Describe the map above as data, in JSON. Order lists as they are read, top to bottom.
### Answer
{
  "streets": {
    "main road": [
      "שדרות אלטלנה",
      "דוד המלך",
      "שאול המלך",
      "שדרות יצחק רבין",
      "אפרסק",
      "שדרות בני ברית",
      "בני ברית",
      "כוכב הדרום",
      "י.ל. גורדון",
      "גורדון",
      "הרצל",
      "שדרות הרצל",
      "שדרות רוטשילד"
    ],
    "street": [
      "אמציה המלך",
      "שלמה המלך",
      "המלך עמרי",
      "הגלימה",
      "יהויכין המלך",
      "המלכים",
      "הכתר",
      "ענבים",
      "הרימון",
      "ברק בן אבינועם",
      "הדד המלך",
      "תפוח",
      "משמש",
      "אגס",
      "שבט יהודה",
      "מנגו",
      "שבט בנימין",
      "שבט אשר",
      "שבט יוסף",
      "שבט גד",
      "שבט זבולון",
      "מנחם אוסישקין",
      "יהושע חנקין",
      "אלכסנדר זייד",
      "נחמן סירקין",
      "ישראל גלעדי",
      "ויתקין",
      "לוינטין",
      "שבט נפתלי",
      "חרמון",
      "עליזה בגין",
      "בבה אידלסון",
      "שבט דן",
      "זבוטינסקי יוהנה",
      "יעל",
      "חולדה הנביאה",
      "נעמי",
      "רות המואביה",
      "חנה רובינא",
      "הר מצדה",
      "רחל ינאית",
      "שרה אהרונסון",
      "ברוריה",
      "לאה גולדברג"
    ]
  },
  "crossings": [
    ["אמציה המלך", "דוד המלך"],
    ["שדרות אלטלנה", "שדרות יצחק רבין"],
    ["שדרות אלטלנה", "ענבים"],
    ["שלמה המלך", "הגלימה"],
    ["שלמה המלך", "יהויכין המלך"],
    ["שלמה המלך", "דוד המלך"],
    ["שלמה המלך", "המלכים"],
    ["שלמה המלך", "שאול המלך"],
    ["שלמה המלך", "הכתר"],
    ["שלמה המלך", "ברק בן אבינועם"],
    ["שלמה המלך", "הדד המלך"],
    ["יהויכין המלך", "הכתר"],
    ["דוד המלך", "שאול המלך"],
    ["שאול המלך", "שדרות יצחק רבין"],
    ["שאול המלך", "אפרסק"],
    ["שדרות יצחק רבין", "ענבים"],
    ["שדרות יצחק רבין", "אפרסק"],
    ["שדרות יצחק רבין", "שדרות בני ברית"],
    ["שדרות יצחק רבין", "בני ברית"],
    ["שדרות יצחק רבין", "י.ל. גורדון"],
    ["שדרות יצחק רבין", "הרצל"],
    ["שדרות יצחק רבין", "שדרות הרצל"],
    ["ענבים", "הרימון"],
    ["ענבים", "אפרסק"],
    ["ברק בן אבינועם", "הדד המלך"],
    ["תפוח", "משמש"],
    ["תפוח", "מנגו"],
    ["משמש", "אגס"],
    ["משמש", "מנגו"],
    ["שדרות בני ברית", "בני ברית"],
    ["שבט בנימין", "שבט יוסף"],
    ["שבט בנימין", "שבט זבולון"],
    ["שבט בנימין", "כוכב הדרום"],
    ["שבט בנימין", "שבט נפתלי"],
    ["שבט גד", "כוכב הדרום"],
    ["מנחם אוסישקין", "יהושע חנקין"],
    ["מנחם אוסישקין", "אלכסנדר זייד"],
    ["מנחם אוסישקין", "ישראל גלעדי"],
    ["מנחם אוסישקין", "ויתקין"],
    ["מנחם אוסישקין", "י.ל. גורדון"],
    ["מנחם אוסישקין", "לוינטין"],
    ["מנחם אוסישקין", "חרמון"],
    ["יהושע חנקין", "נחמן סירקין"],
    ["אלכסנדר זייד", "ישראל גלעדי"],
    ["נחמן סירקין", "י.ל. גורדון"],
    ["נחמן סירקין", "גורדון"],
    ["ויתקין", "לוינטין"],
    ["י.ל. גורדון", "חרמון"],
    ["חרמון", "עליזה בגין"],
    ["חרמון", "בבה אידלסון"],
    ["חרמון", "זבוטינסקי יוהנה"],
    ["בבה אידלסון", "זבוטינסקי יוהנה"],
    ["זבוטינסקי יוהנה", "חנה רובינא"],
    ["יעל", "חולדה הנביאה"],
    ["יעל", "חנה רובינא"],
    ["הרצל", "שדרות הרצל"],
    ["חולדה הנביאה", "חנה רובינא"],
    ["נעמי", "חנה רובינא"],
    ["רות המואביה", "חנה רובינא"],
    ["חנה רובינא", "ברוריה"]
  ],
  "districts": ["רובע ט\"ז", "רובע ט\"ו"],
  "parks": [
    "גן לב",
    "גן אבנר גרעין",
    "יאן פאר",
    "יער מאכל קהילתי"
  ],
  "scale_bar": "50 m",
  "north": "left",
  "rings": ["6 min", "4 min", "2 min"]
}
——
Directions for this task: Count the lines of the entries that hold the string "כוכב", then state that number and nothing more.

Problem solution: 3